[Given records Boundary: Start]

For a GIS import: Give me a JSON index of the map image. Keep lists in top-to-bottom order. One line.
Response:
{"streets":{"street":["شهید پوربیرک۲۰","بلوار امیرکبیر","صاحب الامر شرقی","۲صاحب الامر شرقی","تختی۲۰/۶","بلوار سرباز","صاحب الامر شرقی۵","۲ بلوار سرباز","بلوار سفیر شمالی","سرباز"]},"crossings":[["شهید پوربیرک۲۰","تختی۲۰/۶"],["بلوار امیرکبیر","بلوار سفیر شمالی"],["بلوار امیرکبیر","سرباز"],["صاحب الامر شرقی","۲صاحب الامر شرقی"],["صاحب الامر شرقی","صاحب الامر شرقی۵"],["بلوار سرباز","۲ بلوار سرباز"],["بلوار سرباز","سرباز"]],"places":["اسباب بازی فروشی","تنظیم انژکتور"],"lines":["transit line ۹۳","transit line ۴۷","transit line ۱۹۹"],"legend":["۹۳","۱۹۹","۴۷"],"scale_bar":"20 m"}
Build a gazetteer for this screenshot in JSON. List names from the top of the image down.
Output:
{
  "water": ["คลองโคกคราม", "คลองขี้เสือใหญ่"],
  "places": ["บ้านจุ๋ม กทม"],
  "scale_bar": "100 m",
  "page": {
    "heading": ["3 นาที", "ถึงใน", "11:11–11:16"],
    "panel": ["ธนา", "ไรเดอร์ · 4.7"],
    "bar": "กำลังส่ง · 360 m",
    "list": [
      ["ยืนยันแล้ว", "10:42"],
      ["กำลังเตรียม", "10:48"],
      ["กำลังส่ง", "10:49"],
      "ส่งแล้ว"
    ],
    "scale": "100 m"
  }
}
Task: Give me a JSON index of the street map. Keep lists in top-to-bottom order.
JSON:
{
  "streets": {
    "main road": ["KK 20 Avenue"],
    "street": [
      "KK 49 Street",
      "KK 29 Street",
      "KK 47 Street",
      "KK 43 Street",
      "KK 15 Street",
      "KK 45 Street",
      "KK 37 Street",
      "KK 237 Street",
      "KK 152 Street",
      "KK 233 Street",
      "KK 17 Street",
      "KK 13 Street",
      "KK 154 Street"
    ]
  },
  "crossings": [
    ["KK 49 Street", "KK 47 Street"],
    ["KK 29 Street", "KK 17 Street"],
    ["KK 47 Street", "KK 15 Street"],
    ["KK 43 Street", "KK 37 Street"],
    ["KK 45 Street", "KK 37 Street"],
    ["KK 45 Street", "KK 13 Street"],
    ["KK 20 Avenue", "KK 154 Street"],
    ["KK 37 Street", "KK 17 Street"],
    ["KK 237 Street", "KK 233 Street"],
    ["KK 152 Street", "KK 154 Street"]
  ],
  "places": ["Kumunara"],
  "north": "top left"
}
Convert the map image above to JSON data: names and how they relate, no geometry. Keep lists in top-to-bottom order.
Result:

[Given records Boundary: End]

Repeat the entries verbatim through the line with "Build a gazetteer".

▸ **Answer space**
For a GIS import: Give me a JSON index of the map image. Keep lists in top-to-bottom order. One line.
Response:
{"streets":{"street":["شهید پوربیرک۲۰","بلوار امیرکبیر","صاحب الامر شرقی","۲صاحب الامر شرقی","تختی۲۰/۶","بلوار سرباز","صاحب الامر شرقی۵","۲ بلوار سرباز","بلوار سفیر شمالی","سرباز"]},"crossings":[["شهید پوربیرک۲۰","تختی۲۰/۶"],["بلوار امیرکبیر","بلوار سفیر شمالی"],["بلوار امیرکبیر","سرباز"],["صاحب الامر شرقی","۲صاحب الامر شرقی"],["صاحب الامر شرقی","صاحب الامر شرقی۵"],["بلوار سرباز","۲ بلوار سرباز"],["بلوار سرباز","سرباز"]],"places":["اسباب بازی فروشی","تنظیم انژکتور"],"lines":["transit line ۹۳","transit line ۴۷","transit line ۱۹۹"],"legend":["۹۳","۱۹۹","۴۷"],"scale_bar":"20 m"}
Build a gazetteer for this screenshot in JSON. List names from the top of the image down.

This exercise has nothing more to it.